Rencontre avec Guenet Fresenbet , styliste éthiopienne
Styliste éthiopienne, elle jouait, enfant, avec les cravates de son père, les vêtements de toute la famille. Au lycée un professeur d´arts plastiques la remarque pour la qualité de ses dessins. Elle aura l´occasion de partir alors au Etats Unis, afin de poursuivre des études dans une école des Beaux Arts (à 17 ans). Pendant toute cette période la fabrication de vêtement est un hobby. Cela lui permet d´être un jour remarquée par un couturier qui lui propose de travailler pour lui. Mais au bout de quelques semaines elle démissionne ne se sentant pas la hauteur.

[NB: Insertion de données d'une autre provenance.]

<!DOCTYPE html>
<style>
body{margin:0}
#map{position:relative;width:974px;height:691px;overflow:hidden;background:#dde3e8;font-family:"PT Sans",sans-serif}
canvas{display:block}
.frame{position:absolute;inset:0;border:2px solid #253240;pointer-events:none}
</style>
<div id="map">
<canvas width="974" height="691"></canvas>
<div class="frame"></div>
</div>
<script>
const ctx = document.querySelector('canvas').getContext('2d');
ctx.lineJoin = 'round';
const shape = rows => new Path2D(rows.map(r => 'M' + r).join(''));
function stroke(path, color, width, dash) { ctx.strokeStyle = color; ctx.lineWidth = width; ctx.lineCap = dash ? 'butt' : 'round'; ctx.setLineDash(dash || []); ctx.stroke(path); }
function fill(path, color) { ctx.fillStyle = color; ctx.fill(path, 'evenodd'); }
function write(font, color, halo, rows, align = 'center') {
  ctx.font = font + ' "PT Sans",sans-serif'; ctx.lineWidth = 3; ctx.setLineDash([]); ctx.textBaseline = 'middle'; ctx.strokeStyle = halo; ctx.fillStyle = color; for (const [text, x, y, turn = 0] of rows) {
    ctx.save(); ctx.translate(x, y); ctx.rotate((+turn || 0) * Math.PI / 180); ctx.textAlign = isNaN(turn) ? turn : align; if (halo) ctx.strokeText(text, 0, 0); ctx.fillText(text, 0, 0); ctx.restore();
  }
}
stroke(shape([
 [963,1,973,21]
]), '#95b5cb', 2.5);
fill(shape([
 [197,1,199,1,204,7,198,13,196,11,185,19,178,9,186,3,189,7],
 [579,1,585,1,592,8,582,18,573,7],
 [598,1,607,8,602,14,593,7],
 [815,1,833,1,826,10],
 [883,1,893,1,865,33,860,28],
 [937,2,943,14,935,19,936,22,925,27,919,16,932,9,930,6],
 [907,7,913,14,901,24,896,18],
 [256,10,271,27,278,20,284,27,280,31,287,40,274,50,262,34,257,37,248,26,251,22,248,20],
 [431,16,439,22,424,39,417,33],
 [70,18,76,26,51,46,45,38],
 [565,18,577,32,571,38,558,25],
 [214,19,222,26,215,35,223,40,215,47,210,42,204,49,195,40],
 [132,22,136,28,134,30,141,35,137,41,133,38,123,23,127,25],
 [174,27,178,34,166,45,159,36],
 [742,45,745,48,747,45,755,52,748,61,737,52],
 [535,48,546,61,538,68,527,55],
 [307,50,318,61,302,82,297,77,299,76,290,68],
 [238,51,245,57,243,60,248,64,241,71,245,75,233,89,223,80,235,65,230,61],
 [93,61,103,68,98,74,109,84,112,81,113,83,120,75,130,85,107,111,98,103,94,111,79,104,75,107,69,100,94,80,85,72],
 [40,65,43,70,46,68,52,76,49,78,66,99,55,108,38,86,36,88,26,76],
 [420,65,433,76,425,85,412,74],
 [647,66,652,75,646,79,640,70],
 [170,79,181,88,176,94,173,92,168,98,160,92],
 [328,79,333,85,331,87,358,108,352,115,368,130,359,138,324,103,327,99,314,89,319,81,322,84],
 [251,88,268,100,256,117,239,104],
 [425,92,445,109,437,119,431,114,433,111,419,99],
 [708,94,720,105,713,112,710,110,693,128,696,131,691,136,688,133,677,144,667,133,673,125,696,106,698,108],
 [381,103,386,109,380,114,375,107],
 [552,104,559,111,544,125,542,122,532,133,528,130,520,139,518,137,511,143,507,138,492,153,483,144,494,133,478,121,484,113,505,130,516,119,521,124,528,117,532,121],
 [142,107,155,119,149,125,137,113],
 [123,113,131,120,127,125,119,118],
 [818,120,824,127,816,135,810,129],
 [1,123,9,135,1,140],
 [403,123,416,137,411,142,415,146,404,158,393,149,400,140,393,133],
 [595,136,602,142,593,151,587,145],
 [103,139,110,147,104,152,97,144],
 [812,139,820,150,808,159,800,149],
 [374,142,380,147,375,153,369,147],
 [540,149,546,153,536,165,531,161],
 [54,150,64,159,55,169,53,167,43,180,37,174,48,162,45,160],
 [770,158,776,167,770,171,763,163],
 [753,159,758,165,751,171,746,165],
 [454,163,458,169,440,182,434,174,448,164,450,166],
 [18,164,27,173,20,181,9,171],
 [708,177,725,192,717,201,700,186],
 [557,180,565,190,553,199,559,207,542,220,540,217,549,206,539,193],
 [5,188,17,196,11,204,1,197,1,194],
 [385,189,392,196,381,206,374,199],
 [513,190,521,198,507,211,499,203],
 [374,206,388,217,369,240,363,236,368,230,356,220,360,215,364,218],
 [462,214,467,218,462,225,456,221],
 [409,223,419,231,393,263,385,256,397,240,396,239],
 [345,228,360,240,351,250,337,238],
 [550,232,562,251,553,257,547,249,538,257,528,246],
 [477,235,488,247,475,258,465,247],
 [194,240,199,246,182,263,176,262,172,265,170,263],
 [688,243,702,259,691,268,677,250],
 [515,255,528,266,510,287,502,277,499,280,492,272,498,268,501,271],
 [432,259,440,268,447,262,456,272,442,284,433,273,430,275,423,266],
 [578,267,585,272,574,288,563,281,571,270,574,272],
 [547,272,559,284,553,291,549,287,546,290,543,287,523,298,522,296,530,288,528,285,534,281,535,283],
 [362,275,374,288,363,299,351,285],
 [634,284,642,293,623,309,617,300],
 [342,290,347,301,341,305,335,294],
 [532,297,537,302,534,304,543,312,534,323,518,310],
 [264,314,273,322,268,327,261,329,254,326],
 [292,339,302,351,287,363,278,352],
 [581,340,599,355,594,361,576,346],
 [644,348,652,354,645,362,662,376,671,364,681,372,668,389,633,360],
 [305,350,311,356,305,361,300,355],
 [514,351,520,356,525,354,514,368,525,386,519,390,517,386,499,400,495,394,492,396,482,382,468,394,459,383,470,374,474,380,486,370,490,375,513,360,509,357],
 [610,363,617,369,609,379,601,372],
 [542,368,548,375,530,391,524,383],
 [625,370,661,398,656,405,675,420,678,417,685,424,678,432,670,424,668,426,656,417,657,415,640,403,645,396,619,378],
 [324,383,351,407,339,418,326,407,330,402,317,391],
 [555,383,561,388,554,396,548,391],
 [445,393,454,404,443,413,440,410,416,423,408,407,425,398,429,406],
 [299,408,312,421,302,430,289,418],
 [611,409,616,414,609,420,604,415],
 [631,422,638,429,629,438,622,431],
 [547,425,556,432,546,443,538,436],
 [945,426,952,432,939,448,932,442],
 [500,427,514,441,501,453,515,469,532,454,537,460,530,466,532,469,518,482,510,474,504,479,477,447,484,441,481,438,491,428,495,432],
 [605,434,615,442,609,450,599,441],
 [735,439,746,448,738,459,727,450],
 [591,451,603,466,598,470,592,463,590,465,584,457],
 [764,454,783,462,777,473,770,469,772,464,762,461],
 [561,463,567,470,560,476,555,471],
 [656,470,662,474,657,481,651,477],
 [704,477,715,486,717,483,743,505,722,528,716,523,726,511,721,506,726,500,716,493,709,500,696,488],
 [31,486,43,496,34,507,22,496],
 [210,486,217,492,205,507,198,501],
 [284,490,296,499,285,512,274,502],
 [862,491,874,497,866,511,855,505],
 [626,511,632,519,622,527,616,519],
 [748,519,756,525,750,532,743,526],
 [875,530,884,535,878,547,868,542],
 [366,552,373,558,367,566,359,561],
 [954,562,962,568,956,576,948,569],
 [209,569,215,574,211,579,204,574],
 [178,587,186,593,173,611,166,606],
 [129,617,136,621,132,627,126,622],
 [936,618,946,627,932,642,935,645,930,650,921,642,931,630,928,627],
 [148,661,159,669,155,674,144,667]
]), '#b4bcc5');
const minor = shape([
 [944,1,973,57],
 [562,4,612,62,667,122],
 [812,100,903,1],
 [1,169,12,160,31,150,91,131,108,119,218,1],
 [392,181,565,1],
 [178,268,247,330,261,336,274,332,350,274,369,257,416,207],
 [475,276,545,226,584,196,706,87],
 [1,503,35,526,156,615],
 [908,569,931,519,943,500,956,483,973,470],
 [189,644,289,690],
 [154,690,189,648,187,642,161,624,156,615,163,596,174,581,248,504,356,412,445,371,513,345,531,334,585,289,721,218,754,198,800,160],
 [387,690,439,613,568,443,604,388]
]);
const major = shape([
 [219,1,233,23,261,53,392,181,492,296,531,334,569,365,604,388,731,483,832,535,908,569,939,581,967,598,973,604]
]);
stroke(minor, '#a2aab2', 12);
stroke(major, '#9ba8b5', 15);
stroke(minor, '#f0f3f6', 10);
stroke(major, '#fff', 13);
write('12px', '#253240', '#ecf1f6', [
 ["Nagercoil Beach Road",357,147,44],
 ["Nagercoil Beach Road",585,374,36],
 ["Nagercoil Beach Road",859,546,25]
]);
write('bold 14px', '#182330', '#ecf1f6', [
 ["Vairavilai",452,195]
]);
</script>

Il ne suffit pas en effet d´avoir de la créativité et savoir dessiner, il faut savoir gérer des paramètres aboutissant à la confection. Elle a 19 ans et engage alors une formation dans une école de stylistes.
Née dans une région désertique à l´Est d´Addis Abeba, elle arrive dans cette ville à l´âge de douze ans. Aujourd´hui elle y passe une grande partie de son temps mais a toujours des interventions aux Etats- Unis et dans d´autres pays du monde.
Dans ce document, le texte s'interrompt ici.